Show that R is Hausdorff
I have a proof for it
I want to know is there anyway to do it
using set theory alone
For instance the distance between two sets , say U and V the formula is inf{||x-y||,x$\in $U,y$\in$V}
I don’t want to rely on the above too
Any hints would be nice? Thanks
To show that $\Bbb R$ is Hausdorff, you can use different approaches: it is a metric space $(X,d)$ and any metric space is Hausdorff:
Let $x \neq y \in X$. Then $r:=d(x,y)>0$ by properties of the metric. Define $s=\frac{r}{2}>0$. Then $U=B_s(x)$ is an open neighbourhood of $x$ and $V = B_s(y)$ is an open neighbourhood of $y$ and $U \cap V = \emptyset$, for otherwise there would be some $z \in B_s(x) \cap B_s(y)$, so $d(z,x) < s$ and $d(z,y) < s$ and then
$$d(x,y) \le d(x,z) +d(z,y) < s + s =2s = r= d(x,y)$$
which is a contradiction. Hence $(X,d)$ is Hausdorff in the metric topology.
Aother approach is to use that the topology on $\Bbb R$ is induced by its linear order: and $(X,<)$ in the order topology is Hausdorff:
Let $x \neq y$ in $X$. WLOG we can assume $x < y$ (or we interchange the roles of $x$ and $y$).
Case 1:if there is some $z \in X$ such that $x < z < y$ (as will be the case in $\Bbb R$ or $\Bbb Q$, e.g.), then $x \in U:=(\leftarrow, z)$ and $y \in V:=(z,\rightarrow)$ are subbasic open in the order topology and $U \cap V = \emptyset$.

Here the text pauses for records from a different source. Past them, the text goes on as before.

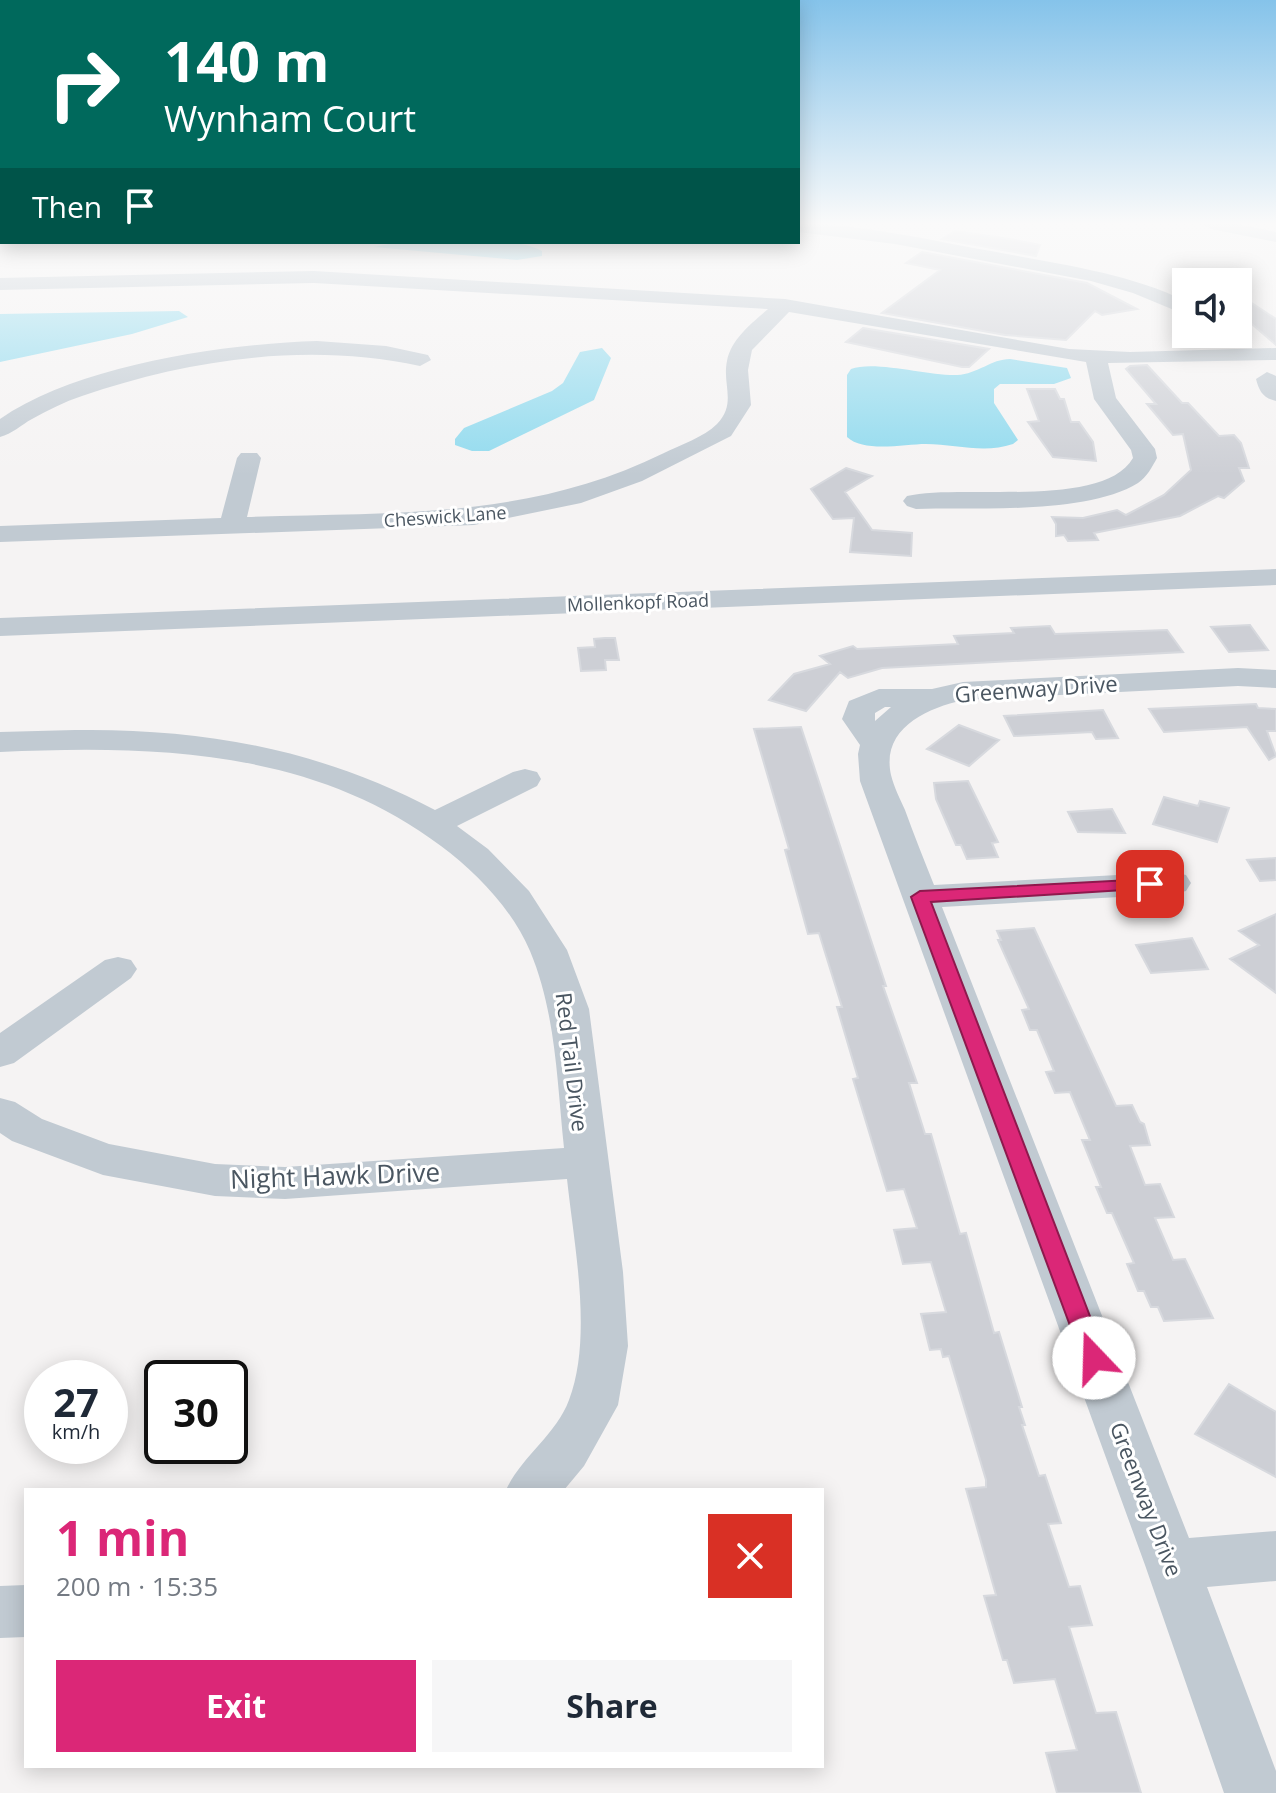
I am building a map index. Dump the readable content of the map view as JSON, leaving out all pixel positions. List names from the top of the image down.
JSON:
{
  "streets": {
    "street": [
      "Cheswick Lane",
      "Mollenkopf Road",
      "Greenway Drive",
      "Red Tail Drive",
      "Night Hawk Drive"
    ]
  },
  "crossings": [
    ["Red Tail Drive", "Night Hawk Drive"]
  ],
  "page": {
    "turn": ["140 m", "Wynham Court"],
    "then": "Then",
    "speed": "27 km/h",
    "limit": "30",
    "heading": ["1 min", "200 m · 15:35"],
    "buttons": ["Exit", "Share"]
  }
}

Case 2: if no such $z$ exists, we can define $U:=(\leftarrow, y), V := (x, \rightarrow)$ to be difjoint open (sub)basic open neighbourhoods of $x$ resp. $y$.
So we can prove the fact that $\Bbb R$ is Hausdorff on two possible ways to generate the topology on this set, either by metric (which is Morris' preferred way) or by order.